Alice Weidel hat Bundeskanzler Friedrich Merz (CDU) erneut als „Lügenkanzler“ bezeichnet. Beim AfD-Parteitag in Heidenheim verteidigte die Parteivorsitzende ihre Wortwahl: Merz habe im Wahlkampf viel versprochen und nach der Wahl das Gegenteil getan. Weidel reagierte damit auch auf ein Gerichtsurteil, das kürzlich die Bezeichnung „Lügenfritz“ als strafbare Beleidigung wertete.
Das Amtsgericht Öhringen hatte einen Facebook-Nutzer zu 30 Tagessätzen Geldstrafe verurteilt, weil er Kanzler Merz in einem Kommentar „Lügenfritz“ nannte. Das Urteil ist rechtskräftig. Die Staatsanwaltschaft Heilbronn prüfte insgesamt 38 Kommentare auf Beleidigung gemäß Paragraf 188 StGB, der Personen des politischen Lebens besonders schützt.

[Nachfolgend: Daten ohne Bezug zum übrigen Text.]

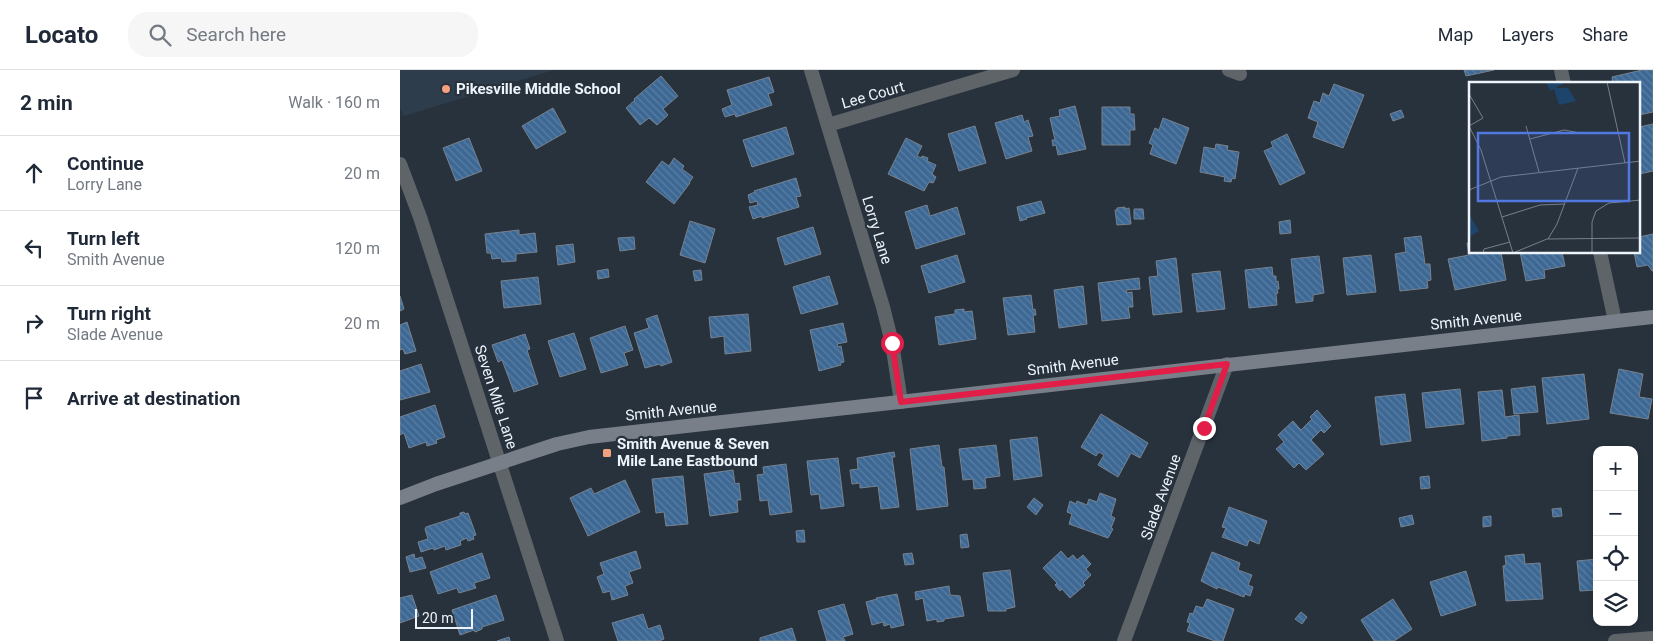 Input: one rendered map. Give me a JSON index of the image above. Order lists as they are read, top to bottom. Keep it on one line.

Lügenfritz darf nicht mehr Lügenfritz genannt werden.Alice Weidel (AfD-Bundesvorsitzende)
Weidel legte nach: „Ich habe Friedrich Merz als Lügenkanzler bezeichnet, weil er ein Lügenkanzler ist.“ Sie warf ihm unter anderem vor, die versprochene Senkung der Stromsteuer nicht umgesetzt und die Schuldenbremse entgegen seiner Ankündigungen nicht ausgesetzt zu haben. Bereits im Sommer 2025 hatte sie ihn im Bundestag mit ähnlichen Worten attackiert.

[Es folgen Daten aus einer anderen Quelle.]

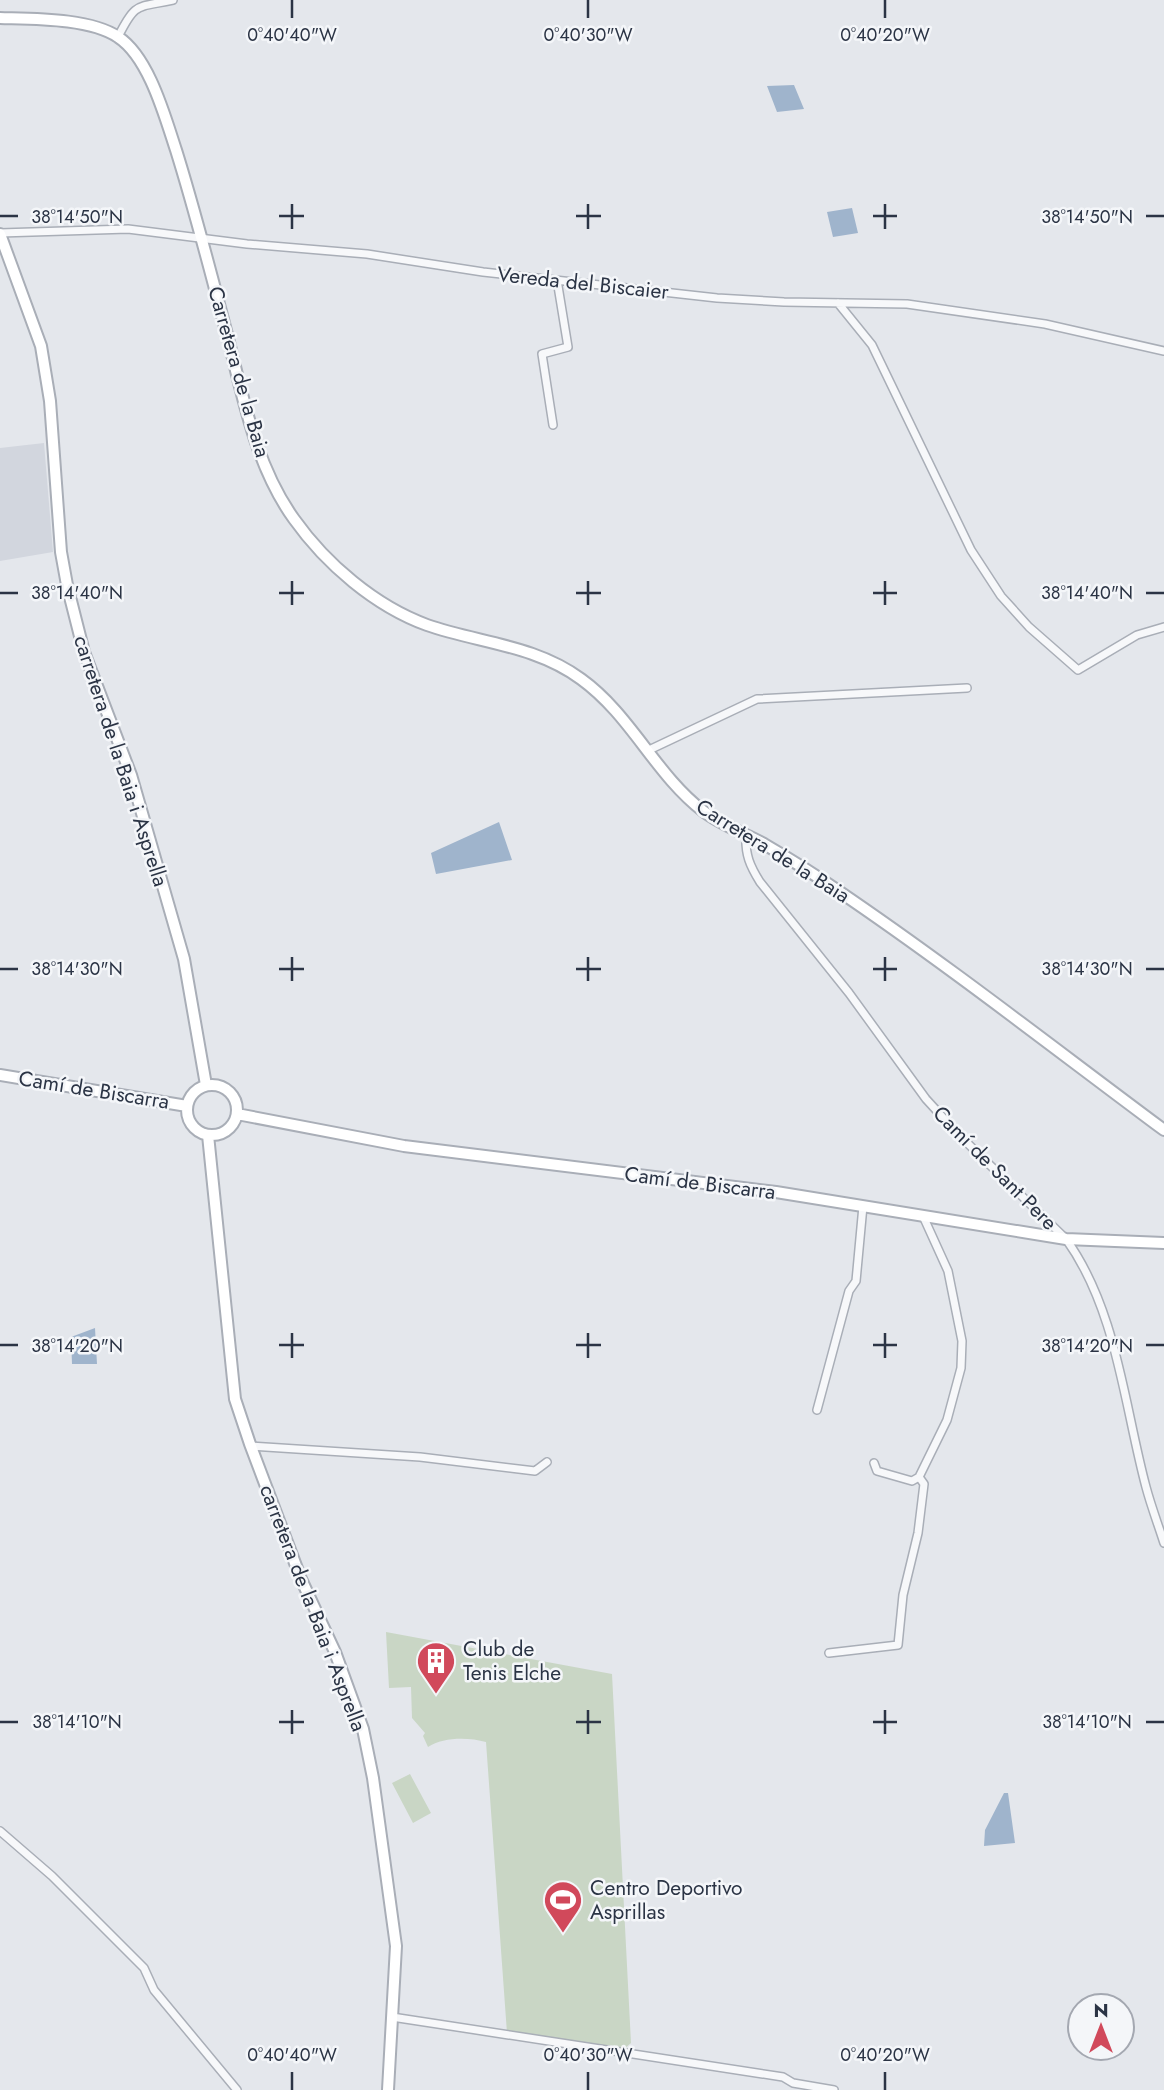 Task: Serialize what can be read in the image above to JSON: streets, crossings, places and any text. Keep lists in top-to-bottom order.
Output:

Ich habe Friedrich Merz als Lügenkanzler bezeichnet, weil er ein Lügenkanzler ist.Alice Weidel (AfD-Bundesvorsitzende)
Union und AfD wollen Paragraf streichen
CDU-Generalsekretär Carsten Linnemann und Fraktionschef Jens Spahn fordern die komplette Streichung von §188 StGB. Die sächsische Justizministerin Constanze Geiert (CDU) bringt das Thema in die Justizministerkonferenz ein. Die AfD hatte bereits einen entsprechenden Gesetzentwurf im Bundestag eingebracht, der jedoch abgelehnt wurde.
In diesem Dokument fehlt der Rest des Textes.